Cybercriminals often change their hacking tactics to get access to users’ sensitive information. Earlier ransomware operators only focused on encrypting critical systems and demand ransom to decrypt them. But now several some of these operators are leveraging new tactics like double-extorsion to threaten victims in two ways – ransom demand and data leak. In a double extortion approach, ransomware operators initially steal data before encrypting it and demand ransom. Later, they threaten victims by leaking the stolen data on the dark web for additional ransom.
Hack and Leak
An investigation by dark web intelligence profiling platform DarkTracer revealed that around 34 ransomware gangs have exposed sensitive information of over 2,155 victim organizations on the dark web.
[Intelligence Report on Ransomware Gangs on the Darkweb]
— DarkTracer : DarkWeb Criminal Intelligence (@darktracer_int) May 11, 2021
According to DarkTracer, the 34 ransomware groups include Avaddon, DarkSide, Team Snatch, Maze, Conti, NetWalker, DoppelPaymer, NEMTY, Nefilim, RansomEXX, Sekhmet, Pysa, AKO, Sodinokibi (REvil), Ragnar_Locker, Suncrypt, CL0P, LockBit, Mount Locker, Egregor, Ranzy Locker, Pay2Key, Cuba, Everest, Ragnarok, Babuk locker, Astro Team, LV, File Leaks, Marketo, N3tw0rm, Lorenz, Noname, and Xing Locker.

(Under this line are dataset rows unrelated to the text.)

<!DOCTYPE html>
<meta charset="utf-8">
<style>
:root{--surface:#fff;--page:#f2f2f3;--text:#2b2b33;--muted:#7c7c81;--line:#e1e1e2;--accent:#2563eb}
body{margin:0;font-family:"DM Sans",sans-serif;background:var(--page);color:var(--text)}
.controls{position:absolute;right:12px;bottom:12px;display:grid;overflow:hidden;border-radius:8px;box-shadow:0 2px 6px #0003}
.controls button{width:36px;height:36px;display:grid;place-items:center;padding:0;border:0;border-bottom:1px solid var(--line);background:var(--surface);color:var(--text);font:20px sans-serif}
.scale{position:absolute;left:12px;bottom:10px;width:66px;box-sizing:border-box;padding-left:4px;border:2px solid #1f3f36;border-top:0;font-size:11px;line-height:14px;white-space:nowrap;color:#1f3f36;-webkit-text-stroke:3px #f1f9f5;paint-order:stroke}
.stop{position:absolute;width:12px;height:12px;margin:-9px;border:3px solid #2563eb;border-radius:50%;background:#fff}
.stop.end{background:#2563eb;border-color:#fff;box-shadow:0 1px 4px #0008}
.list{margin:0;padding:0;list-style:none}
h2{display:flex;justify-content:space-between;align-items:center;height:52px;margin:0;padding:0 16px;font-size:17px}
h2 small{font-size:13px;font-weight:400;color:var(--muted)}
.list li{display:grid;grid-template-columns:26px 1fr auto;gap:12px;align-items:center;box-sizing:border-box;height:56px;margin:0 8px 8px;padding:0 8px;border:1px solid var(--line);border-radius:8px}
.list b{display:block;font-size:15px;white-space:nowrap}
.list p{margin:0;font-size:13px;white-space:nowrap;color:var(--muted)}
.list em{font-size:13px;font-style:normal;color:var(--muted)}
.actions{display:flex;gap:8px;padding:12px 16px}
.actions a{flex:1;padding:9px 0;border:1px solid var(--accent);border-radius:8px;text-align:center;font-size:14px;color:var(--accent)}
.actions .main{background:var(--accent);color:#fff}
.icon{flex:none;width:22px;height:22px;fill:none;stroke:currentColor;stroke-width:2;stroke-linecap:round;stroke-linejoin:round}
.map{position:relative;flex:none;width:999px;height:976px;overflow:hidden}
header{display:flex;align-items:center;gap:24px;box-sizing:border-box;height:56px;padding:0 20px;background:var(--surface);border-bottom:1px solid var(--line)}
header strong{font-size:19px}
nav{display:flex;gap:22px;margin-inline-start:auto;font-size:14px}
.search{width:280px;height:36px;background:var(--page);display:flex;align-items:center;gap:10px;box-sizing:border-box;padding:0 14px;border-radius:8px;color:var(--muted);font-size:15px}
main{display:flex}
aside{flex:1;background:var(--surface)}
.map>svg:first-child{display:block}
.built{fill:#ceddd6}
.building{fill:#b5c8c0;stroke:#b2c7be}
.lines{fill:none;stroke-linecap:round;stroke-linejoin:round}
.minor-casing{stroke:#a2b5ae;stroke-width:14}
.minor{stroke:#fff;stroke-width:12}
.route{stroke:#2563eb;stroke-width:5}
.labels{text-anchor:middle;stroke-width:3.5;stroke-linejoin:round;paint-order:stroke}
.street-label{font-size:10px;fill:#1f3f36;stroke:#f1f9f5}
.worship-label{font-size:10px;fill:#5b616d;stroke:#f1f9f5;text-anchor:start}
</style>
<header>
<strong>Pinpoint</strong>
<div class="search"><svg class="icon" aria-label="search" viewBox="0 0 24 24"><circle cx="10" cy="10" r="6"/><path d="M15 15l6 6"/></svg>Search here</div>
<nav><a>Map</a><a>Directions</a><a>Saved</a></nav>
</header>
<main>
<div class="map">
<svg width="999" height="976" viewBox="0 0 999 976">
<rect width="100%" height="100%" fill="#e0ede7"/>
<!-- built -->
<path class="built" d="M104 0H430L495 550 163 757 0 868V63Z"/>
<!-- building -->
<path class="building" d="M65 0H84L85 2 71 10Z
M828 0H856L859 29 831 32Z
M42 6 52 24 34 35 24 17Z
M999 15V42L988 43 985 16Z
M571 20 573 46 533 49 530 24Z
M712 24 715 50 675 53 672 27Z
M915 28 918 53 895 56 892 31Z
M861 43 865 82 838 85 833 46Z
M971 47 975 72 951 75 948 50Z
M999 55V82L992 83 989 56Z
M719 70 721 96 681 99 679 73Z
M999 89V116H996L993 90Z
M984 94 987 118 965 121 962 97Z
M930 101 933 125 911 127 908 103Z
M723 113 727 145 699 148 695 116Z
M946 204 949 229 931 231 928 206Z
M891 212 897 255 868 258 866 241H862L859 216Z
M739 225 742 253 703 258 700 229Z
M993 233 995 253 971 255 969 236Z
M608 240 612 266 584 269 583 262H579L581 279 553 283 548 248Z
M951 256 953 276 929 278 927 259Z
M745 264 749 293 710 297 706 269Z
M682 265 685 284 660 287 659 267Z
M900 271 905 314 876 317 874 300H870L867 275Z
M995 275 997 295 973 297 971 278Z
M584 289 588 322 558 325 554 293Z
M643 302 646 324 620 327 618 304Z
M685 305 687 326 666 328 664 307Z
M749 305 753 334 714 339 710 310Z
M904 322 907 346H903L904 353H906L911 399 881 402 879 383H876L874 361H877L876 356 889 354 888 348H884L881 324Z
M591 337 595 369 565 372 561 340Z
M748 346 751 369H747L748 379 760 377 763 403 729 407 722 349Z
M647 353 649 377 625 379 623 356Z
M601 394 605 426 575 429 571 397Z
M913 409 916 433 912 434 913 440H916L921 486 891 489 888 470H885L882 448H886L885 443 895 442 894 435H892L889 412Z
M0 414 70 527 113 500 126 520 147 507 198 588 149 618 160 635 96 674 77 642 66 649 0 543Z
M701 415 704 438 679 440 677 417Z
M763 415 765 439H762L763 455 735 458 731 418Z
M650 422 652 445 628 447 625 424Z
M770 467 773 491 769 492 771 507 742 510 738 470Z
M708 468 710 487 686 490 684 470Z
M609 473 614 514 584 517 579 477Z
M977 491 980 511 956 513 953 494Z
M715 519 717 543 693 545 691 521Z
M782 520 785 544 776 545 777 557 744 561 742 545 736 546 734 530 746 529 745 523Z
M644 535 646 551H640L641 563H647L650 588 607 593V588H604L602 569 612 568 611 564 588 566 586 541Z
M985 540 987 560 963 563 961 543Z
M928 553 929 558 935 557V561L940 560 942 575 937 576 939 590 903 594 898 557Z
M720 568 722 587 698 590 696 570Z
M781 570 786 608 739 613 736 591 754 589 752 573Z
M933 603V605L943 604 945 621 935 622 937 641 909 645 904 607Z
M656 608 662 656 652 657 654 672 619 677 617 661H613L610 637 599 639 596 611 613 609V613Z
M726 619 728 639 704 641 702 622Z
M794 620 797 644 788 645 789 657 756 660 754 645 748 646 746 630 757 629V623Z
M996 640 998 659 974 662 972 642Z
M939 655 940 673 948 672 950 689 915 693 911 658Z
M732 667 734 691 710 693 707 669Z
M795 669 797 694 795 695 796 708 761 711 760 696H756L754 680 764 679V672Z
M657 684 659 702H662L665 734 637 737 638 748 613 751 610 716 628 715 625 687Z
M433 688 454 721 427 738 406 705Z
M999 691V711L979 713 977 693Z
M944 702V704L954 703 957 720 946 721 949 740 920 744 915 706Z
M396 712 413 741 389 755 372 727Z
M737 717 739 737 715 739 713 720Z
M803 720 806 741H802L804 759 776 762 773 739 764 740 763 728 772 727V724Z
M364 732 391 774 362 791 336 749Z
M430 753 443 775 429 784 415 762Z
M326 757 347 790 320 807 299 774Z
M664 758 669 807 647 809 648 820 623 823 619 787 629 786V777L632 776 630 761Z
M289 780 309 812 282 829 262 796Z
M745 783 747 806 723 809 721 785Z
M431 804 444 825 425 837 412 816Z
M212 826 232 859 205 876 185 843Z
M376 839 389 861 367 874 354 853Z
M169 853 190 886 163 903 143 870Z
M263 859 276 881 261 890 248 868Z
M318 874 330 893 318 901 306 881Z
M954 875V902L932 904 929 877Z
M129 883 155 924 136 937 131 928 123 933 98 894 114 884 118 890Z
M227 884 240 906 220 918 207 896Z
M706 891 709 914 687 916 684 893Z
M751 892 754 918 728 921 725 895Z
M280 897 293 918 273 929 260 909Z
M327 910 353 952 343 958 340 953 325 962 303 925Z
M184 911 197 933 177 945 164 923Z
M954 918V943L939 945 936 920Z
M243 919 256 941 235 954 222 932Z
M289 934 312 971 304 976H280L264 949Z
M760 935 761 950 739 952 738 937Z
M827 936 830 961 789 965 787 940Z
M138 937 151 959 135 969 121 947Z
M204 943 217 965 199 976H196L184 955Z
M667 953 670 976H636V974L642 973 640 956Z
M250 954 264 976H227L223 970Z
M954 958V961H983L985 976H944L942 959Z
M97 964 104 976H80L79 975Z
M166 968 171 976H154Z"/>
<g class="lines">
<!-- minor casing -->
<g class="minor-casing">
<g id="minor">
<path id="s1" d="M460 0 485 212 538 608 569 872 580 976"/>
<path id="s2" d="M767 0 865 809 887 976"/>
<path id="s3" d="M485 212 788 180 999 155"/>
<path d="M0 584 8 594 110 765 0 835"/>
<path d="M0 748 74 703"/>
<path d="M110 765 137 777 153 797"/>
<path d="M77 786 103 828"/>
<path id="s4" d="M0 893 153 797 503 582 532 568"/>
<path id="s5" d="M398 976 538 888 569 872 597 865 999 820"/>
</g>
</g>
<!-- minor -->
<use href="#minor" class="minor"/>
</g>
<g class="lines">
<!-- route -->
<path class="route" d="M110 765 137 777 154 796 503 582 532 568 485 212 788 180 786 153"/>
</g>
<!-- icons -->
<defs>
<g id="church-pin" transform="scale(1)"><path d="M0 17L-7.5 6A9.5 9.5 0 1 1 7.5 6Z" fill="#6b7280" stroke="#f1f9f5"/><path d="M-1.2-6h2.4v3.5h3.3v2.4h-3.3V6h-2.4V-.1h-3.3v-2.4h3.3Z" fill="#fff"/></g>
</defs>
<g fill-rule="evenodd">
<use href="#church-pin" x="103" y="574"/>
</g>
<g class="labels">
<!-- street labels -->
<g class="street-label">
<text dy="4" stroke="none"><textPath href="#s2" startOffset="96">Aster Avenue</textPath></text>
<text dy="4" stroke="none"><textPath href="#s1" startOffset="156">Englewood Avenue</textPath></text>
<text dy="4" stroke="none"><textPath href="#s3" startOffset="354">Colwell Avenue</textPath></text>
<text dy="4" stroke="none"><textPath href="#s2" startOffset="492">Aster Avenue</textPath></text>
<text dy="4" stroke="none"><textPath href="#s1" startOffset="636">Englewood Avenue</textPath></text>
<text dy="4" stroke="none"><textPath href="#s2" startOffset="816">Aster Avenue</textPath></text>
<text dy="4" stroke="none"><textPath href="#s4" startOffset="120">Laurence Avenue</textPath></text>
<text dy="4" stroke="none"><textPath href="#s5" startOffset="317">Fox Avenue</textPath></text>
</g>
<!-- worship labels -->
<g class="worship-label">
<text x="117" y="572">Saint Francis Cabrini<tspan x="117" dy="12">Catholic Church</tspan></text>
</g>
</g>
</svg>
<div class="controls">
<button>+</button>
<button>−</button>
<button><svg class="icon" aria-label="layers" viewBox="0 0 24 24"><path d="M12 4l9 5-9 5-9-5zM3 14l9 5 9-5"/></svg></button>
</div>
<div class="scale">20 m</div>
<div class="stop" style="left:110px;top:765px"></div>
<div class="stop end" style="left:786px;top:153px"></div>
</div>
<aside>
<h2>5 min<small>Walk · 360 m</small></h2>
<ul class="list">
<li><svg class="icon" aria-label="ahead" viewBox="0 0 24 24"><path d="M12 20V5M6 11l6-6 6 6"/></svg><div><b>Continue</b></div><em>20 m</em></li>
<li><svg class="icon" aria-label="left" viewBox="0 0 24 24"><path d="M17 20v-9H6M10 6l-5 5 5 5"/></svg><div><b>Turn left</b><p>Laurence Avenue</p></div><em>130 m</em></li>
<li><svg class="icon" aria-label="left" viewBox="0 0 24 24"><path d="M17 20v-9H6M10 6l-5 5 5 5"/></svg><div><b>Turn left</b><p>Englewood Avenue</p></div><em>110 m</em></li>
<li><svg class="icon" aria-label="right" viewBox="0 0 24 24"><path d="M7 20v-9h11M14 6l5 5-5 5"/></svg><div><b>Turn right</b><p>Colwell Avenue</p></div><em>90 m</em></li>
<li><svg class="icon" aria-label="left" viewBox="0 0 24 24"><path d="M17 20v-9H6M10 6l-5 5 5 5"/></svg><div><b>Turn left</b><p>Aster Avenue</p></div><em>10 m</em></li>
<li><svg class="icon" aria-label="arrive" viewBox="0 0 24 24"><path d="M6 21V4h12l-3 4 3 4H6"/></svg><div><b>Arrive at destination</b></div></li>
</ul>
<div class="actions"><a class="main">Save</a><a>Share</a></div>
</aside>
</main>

Out of these 34 groups, the top five active ransomware operators are Conti (338 data leaks), Sodinokibi/REvil (222 data leaks), DoppelPaymer (200 data leaks), Avaddon (123 data leaks), and Pysa (103 data leaks).
Double Extortion – A Rising Threat
Double extortion technique has become a lucrative approach because threat actors cash in on victims’ fear of data leak. The trend seems to be attracting several ransomware groups globally.
While organizations pay ransom to prevent a data leak or decrypt critical data, there is no guarantee that cybercriminals will decrypt the data or will not leak it on the dark web.
A similar analysis from F-Secure revealed that double extortion ransomware attacks increased drastically in 2020. Researchers observed over 15 different ransomware families using a double-extortion approach to target organizations. Besides, nearly 40% of ransomware families discovered last year utilized this method. The major active ransomware families using the double-extortion method include Ragnar Locker, Doppelpaymer, Clop, Conti, and ChaCha.
Upwork, the largest work marketplace, also revealed that 36.2 million Americans will be working remotely by 2025, an 87% increase from pre-pandemic levels. This new normal of working remotely broadens the opportunities for ransomware operators to target and exploit the small, medium, and large businesses, making them gullible to pay ransom more than ever.